Recently this has resulted in coming across a story about how the U.S. Air Force has completely blurred the distinction between church and state through its use of the Bible for justifying use of nuclear weaponry in preparing airmen for possible deployment of nuclear weapons should they receive the order to do so.

Were this to be done in any other area of their armed services it would likely have been squashed. But with studies that once saw the likelihood of a near 60% “failure” in airmen following through on the order a few decades ago, they’ve turned to a higher power for a helping hand as cuts loom and an appetite for a smaller nuclear stockpile grows.

Interestingly it’s not as strange an idea as you’d think.

Granted the preaching is a problem, and as one senior Air Force Space and Missile officer put it, ” presumes ALL missile officers are religious and specifically in need of CHRISTIAN justification for their service.”

But this obvious quandary aside, the history of religious justification for the use of violence easily dates back to the Fourth Century.

Augustine of Hippo and Thomas Aquinas blazed the way as they wrestled with ideas of Justified War and provided the means to absolution of Christendom’s faithful as they marched against the infidels abroad, but Stanislaw of Skarbimierz’s sermon justifying war over eleven hundred years later, and specifically the Kingdom of Poland’s war with the Teutonic Knights, deserves recognition as one of the first clear cut examples of official Church approval being given for a war.

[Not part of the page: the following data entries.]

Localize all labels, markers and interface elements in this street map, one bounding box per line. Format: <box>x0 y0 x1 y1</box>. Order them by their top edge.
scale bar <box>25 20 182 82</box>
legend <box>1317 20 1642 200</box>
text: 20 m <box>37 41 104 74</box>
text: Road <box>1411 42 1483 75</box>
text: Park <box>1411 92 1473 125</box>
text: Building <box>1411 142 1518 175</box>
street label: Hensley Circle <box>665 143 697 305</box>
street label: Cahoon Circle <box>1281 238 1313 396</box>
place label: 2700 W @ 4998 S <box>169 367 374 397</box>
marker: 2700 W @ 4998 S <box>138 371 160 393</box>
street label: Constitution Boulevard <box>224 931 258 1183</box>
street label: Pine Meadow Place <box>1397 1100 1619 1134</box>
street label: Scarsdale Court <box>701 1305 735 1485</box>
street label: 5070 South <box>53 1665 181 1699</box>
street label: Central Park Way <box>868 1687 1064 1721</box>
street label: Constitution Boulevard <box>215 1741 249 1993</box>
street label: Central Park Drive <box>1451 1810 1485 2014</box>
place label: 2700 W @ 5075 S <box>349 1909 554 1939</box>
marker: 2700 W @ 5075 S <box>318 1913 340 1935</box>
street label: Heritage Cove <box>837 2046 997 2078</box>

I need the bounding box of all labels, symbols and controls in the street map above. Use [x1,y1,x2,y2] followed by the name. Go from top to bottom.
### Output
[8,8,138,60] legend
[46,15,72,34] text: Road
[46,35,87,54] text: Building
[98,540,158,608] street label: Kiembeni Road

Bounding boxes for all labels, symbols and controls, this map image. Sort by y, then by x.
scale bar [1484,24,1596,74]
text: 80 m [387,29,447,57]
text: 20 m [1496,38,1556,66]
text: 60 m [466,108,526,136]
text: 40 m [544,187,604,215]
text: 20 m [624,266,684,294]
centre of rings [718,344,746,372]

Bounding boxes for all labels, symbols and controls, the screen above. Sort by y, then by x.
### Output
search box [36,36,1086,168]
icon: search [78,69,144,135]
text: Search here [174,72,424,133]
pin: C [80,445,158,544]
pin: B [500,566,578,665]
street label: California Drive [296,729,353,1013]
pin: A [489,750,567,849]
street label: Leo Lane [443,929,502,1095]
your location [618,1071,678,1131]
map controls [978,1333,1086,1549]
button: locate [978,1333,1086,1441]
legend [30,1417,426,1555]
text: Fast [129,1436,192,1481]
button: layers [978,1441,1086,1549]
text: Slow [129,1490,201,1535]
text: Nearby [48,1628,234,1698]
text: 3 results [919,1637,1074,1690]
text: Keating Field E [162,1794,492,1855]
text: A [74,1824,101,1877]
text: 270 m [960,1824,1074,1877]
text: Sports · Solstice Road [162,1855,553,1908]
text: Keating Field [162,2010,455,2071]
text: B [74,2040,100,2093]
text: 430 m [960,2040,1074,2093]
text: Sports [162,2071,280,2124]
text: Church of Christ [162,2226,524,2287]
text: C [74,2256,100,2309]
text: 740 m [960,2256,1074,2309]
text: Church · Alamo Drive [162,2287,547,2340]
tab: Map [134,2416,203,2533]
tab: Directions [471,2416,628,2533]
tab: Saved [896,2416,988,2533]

Eventually from these theological examinations came the basis for the International “Law” in place today.

There have of course been some modifications, and it’s continually under debate, always tested by the activities of member and non-member states alike, but even as it has shifted into the secular purview, papal approval is still sought, even if not explicitly so.

And the Vatican has dutifully risen to this expectation.

However with the most recent Catechism of the Catholic Church (1992), paragraph 2309 lists the four conditions for “legitimate defense by military force,” and a marked change in a centuries long position:

1. Damaged inflicted by the aggressor on nation or community of nations must be lasting, grave, and certain;
2. All other means of putting an end to the aggression must be shown to be impractical or ineffective;
3. There must be serious prospects for success;
4. And finally, the use of arms must not produce evils and disorders graver than that being eliminated.

Of specific interest is a stipulation they add onto the final point requiring that the magnitude of force being employed be weighed against its corresponding magnitude of imprecision.

That is to say, the bigger the weapon the more likely there is to be unintended causalities.

An import distinction when you consider their early days of providing excuses for their holy warriors to rampage across their enemies’ lands, but a necessary one now that we have the ability to level an entire city.

It’s a sad irony that as the Church calls for discretion, the Air Force is using their teachings to justify launching nuclear missiles.